“Today House Budget Committee Chairman Paul Ryan will unveil an extreme budget that is anything but balanced.”
“This budget reflects the same skewed priorities… Americans rejected in November.”
“It will take more than accounting gimmicks to achieve real deficit reduction.”
Washington, D.C. – Senate Majority Leader Harry Reid spoke on the Senate floor today regarding Representative Paul Ryan’s budget proposal. Below are his remarks as prepared for delivery:
Early this year, with November’s election losses fresh in their minds, top Republicans promised a kinder, gentler Republican Party – a Republican Party that cared about “every American…achieving their dreams.” Republicans bandied about words like fairness and opportunity. They made overtures toward women and Hispanics. They promised cooperation and an end to brinksmanship. House Majority Leader Eric Cantor even spoke of, “an agenda based on a shared vision of creating the conditions for health, happiness and prosperity for more Americans and their families.” The rebranding was under way.
Then a few weeks passed. And the Republican emphasis on fairness and equity passed along with them.

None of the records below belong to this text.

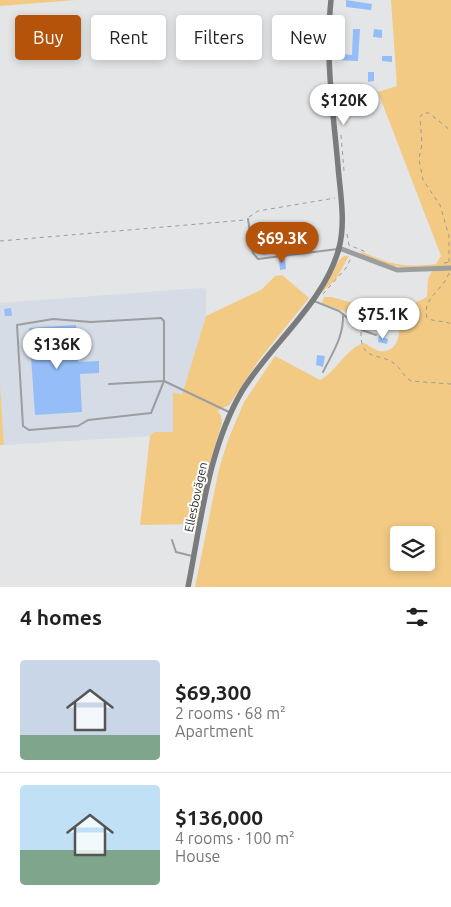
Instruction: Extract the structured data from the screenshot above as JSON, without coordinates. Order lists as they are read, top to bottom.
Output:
{
  "streets": {
    "main road": ["Ellesbovägen"]
  },
  "page": {
    "chip": [
      "Buy",
      "Rent",
      "Filters",
      "New"
    ],
    "price": [
      "$120K",
      "$69.3K",
      "$75.1K",
      "$136K"
    ],
    "heading": "4 homes",
    "list": [
      {
        "name": "$69,300",
        "note": "2 rooms · 68 m² · Apartment"
      },
      {
        "name": "$136,000",
        "note": "4 rooms · 100 m² · House"
      }
    ]
  }
}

Today House Budget Committee Chairman Paul Ryan will unveil an extreme budget that is anything but balanced. This budget reflects the same skewed priorities the Republican Party has championed for years – the same skewed priorities Americans rejected in November. The Ryan Republican budget will call for more tax breaks for the wealthy, an end to Medicare as we know it and draconian cuts to education and other programs that help America’s economy grow and prosper.
As Yogi Berra famously said, “It’s déjà vu all over again.” We’ve seen this show before. The Ryan Republican budget will shower more tax breaks on millionaires and continue to tilt the playing field to the advantage of big corporate interests, while raising taxes for the middle class. And, like last year, the plan refuses to close a single tax loophole in order to reduce the deficit.
Meanwhile it guts investments in education, health care, public safety, scientific research and job-creating clean energy technology. The Ryan Republican budget would end the Medicare guarantee and force seniors into a voucher program. It would ax preventive health care such as cancer screenings and charge seniors more for prescriptions. And it would further reduce funding for food inspectors, police officers and first responders.
And as if protecting wealthy special interests while shifting the burden to seniors and the middle class wasn’t bad enough, the Republican budget also devastates the economy, costing jobs and slowing growth. Not only is this the wrong approach, it’s the same old approach.
And to make matters worse, the Paul Ryan Budget 3.0 uses the same fuzzy math as his previous two budgets. It relies on accounting that is creative at best and fraudulent at worst to inflate its claims of deficit reduction.
Democrats believe it is critical that we stabilize the deficit. But it will take more than accounting gimmicks to achieve real deficit reduction. And at a time when corporations are making record profits, the stock market is soaring and wealthy Americans’ income continues to rise, that deficit reduction shouldn’t be come at the expense of middle-class families, senior citizens and the poor.
Americans have demanded a fair approach to deficit reduction that makes sensible cuts, but asks profitable corporations and the wealthiest among us to share the burden. Democrats have been listening. That’s why this week Budget Committee Chairman Patty Murray will introduce a budget that reflects those balanced principles. The Democratic plan will cut wasteful spending and reduce the deficit, close tax loopholes that benefit the rich and invest in what the economy needs to grow. It will encourage a strong middle class.
Congressman Ryan and his Republican colleagues in Congress have taken a different approach – an approach that makes it plain they missed the message of the November elections. Their budget will once again put moneyed special interests ahead of middle-class families. And no amount of rebranding will hide that.